For every time Nathan had attempted to break down for the PETA employees exactly where their information or logic was incorrect or flawed—their insistence that open admission shelters cannot be no kill, for example, by citing numerous animal control shelters nationwide that are, in fact, No Kill and open admission—or that pet overpopulation is a myth by showing that the number of homes that become available for animals every year vastly exceeds the number of animals being killed in shelters—the information simply did not penetrate. It was as though he was speaking a foreign language they could not understand; and in response, they simply kept repeating the same mantras over and over again: animals are suffering, killing is okay and killing is a gift. In short, they were entirely beyond the reach of reason.

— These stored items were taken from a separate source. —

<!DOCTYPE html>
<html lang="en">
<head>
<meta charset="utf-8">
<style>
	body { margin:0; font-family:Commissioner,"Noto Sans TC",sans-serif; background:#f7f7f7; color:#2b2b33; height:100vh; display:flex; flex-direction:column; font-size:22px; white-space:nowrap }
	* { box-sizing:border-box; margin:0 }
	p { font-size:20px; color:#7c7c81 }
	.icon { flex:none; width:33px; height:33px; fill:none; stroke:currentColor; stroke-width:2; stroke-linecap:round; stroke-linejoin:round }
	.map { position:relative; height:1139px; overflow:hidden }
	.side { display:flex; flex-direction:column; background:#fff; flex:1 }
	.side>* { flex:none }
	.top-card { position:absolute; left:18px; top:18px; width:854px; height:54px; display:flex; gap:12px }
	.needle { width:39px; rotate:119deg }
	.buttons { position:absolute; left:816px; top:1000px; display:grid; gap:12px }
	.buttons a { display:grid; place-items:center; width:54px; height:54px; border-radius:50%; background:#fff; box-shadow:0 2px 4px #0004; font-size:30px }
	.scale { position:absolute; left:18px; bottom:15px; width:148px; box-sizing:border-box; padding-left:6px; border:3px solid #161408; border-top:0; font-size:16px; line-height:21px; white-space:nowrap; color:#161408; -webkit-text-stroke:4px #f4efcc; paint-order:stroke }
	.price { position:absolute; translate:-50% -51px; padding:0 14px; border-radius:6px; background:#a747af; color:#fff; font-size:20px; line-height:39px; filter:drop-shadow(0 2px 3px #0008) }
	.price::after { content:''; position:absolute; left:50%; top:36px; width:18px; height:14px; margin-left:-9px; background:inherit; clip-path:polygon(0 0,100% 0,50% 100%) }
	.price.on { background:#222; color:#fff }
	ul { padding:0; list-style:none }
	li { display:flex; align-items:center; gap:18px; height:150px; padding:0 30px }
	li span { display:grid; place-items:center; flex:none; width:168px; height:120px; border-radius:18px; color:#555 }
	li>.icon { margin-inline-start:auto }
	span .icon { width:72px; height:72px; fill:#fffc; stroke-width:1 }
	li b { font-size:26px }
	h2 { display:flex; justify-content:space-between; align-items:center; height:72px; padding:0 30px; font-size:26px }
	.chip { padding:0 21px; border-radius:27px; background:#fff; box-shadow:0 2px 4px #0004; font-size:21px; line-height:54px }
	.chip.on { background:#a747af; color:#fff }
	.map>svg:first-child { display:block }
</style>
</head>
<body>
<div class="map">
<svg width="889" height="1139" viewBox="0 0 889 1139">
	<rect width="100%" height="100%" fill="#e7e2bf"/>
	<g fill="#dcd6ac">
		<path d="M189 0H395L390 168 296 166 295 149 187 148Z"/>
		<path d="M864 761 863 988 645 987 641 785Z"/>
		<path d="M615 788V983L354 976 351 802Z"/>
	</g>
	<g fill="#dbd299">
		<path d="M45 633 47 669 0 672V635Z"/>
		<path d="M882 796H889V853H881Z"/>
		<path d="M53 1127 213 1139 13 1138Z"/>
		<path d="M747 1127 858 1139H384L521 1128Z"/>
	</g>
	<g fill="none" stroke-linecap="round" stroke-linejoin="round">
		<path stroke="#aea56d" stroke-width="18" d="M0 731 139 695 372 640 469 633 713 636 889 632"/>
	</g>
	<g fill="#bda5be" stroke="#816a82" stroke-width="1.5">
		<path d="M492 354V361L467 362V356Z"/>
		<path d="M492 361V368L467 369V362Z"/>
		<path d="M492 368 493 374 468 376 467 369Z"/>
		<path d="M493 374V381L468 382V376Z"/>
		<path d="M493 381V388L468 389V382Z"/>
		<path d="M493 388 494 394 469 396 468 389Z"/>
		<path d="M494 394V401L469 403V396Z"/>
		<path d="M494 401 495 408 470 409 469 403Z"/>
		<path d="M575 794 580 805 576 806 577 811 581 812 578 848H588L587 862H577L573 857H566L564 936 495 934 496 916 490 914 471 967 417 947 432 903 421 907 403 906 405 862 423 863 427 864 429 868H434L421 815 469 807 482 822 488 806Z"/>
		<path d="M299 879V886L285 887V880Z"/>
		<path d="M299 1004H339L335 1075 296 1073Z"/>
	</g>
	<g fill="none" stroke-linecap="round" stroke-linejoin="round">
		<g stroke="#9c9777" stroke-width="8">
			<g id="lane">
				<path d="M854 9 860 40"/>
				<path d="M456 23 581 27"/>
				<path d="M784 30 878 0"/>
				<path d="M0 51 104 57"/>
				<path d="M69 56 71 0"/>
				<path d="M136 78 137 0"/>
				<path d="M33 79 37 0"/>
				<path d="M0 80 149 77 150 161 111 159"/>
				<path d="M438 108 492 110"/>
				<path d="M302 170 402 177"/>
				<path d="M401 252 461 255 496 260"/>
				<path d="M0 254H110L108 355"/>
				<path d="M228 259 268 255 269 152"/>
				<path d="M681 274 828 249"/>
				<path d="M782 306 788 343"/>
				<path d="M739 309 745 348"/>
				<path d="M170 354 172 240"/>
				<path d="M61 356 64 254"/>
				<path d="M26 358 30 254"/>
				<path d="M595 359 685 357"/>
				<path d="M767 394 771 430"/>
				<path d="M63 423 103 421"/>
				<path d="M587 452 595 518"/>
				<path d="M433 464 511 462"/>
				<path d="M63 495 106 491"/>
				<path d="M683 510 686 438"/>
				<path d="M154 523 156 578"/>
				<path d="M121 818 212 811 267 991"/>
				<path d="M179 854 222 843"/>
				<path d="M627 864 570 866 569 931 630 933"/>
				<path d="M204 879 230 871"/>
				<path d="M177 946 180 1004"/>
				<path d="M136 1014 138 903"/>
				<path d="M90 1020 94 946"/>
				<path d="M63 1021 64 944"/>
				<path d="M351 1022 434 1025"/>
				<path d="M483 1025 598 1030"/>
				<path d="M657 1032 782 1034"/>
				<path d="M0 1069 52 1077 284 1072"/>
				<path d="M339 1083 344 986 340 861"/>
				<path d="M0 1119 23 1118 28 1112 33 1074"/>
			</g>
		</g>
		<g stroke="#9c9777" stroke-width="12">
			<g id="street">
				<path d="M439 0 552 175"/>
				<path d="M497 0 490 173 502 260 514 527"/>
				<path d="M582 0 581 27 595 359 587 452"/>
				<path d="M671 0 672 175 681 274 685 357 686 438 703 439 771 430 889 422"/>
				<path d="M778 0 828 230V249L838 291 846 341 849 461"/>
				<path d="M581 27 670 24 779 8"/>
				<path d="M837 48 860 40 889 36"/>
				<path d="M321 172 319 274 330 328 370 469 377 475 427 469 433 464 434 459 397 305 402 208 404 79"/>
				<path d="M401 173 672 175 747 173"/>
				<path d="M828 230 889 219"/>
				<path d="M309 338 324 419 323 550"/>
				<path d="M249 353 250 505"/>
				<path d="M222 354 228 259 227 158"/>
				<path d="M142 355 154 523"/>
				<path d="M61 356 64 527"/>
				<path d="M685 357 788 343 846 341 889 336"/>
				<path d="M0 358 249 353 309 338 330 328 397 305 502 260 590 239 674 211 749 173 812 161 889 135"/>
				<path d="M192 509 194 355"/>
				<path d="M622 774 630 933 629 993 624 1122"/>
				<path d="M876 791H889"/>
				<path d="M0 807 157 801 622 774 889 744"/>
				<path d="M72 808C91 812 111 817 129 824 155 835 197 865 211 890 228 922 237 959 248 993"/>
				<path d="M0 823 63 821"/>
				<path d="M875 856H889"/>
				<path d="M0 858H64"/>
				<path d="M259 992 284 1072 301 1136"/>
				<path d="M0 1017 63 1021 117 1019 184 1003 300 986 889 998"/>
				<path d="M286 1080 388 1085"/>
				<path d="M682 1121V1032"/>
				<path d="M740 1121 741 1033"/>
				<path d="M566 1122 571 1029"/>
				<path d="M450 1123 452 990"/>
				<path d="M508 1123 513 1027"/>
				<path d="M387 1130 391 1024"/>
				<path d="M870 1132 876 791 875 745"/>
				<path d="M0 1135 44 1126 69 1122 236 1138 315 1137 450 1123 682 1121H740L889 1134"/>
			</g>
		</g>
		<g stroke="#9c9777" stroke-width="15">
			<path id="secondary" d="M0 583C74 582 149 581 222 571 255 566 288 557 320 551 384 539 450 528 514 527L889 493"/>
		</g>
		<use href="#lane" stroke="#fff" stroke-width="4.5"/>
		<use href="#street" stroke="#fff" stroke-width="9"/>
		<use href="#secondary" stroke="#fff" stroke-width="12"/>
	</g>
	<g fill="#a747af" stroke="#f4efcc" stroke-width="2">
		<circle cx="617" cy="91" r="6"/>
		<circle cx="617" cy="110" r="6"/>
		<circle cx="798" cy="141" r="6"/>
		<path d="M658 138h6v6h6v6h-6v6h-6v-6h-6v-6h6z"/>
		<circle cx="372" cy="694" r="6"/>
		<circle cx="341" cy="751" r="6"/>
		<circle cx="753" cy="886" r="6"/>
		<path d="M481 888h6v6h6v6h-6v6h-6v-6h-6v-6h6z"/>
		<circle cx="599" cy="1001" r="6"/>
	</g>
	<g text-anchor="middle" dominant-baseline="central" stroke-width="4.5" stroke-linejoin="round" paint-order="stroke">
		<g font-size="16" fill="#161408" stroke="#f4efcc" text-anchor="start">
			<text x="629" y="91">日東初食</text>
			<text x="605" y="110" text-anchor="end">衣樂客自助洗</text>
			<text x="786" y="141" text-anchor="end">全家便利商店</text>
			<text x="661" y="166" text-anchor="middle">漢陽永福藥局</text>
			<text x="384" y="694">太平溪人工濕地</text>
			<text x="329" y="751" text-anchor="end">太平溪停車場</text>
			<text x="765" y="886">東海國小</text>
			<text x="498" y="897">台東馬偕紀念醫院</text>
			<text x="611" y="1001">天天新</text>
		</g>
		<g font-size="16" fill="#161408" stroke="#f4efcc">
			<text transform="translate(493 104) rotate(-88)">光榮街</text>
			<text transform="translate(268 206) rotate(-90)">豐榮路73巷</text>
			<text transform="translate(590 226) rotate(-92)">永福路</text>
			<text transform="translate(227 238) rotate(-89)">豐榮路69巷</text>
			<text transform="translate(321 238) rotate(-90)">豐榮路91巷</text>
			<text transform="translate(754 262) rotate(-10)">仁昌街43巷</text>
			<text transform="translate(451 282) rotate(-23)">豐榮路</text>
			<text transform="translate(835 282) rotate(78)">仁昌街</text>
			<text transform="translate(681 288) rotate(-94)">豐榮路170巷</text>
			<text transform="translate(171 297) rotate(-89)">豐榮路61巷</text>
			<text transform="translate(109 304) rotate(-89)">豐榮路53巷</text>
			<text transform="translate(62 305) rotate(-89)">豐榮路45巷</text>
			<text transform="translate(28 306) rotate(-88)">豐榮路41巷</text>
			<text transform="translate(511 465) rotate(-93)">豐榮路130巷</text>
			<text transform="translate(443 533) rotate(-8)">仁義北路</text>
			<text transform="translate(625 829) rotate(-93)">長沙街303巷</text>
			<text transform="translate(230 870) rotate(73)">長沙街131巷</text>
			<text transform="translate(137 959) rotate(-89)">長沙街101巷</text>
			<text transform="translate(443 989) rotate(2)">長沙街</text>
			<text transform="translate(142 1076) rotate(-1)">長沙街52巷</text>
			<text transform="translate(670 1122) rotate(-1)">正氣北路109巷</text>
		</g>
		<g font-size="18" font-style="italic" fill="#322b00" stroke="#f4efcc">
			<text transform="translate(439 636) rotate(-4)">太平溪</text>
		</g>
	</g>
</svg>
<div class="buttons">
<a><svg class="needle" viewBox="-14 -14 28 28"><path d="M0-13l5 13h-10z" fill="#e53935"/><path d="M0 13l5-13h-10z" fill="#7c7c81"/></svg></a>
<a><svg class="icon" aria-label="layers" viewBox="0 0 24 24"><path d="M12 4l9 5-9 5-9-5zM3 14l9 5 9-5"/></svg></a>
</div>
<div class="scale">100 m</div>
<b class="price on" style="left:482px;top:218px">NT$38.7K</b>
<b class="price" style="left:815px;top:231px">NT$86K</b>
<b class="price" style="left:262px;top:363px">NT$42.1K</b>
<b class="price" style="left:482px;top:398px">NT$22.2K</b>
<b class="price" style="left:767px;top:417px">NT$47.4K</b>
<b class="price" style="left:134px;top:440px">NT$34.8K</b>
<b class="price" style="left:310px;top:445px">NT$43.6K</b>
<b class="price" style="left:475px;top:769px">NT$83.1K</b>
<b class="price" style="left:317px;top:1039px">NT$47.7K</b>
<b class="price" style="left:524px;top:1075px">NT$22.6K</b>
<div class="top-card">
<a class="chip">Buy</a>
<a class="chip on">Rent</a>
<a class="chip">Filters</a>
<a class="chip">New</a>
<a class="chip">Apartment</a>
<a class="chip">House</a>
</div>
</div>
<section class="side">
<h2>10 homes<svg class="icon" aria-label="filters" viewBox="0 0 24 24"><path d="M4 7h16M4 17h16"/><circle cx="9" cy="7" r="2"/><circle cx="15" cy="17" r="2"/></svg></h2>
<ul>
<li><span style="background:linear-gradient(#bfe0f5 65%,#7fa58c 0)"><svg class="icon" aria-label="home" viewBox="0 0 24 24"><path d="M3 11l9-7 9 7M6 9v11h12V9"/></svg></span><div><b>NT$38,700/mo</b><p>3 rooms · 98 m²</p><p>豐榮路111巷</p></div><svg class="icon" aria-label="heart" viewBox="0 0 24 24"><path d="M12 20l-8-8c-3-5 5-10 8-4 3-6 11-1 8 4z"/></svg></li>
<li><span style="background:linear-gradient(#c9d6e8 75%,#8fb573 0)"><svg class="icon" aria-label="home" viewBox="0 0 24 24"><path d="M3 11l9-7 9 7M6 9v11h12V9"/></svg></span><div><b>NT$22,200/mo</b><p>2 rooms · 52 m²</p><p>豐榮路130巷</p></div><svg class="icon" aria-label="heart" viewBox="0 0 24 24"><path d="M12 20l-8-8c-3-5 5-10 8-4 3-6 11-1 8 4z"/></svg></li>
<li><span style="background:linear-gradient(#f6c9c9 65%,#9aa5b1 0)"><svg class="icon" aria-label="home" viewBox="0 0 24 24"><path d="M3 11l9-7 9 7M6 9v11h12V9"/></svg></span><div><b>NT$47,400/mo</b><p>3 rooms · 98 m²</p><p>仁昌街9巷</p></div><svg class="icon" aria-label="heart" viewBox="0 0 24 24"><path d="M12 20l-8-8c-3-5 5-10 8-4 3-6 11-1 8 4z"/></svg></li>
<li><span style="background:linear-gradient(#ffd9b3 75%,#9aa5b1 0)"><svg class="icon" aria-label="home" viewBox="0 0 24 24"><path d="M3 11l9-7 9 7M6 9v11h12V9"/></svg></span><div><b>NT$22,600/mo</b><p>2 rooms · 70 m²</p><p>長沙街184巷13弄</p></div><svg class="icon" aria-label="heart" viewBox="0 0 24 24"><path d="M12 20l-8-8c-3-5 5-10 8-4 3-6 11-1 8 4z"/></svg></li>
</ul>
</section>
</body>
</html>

There is much we do not know about PETA. Admittedly, we lack details to confirm the diagnosis of what, exactly, ails the leadership of PETA and the people who go to work there. Is Ingrid Newkirk mentally ill? Is PETA a cleverly disguised cult, using proven mind control techniques to manipulate people into accepting and participating in a deadly and nefarious campaign for the extermination of animals? At this time in history, we do not yet know the answers to these dark and disturbing questions. Yet even if we can merely speculate about the why and the how roughly 2,000 animals die at the hands of PETA employees each and every year, ethics compel every animal lover to see beyond the façade PETA has created to mask the ugly and sordid truth about what that organization really is. Because for all we do not know, this much is certain: PETA is letting loose upon the world individuals who not only maniacally believe that killing is a good thing and that the living want to die, but who are legally armed with lethal drugs which they have already proven—29,426 times in the last 11 years—that they are not adverse to using.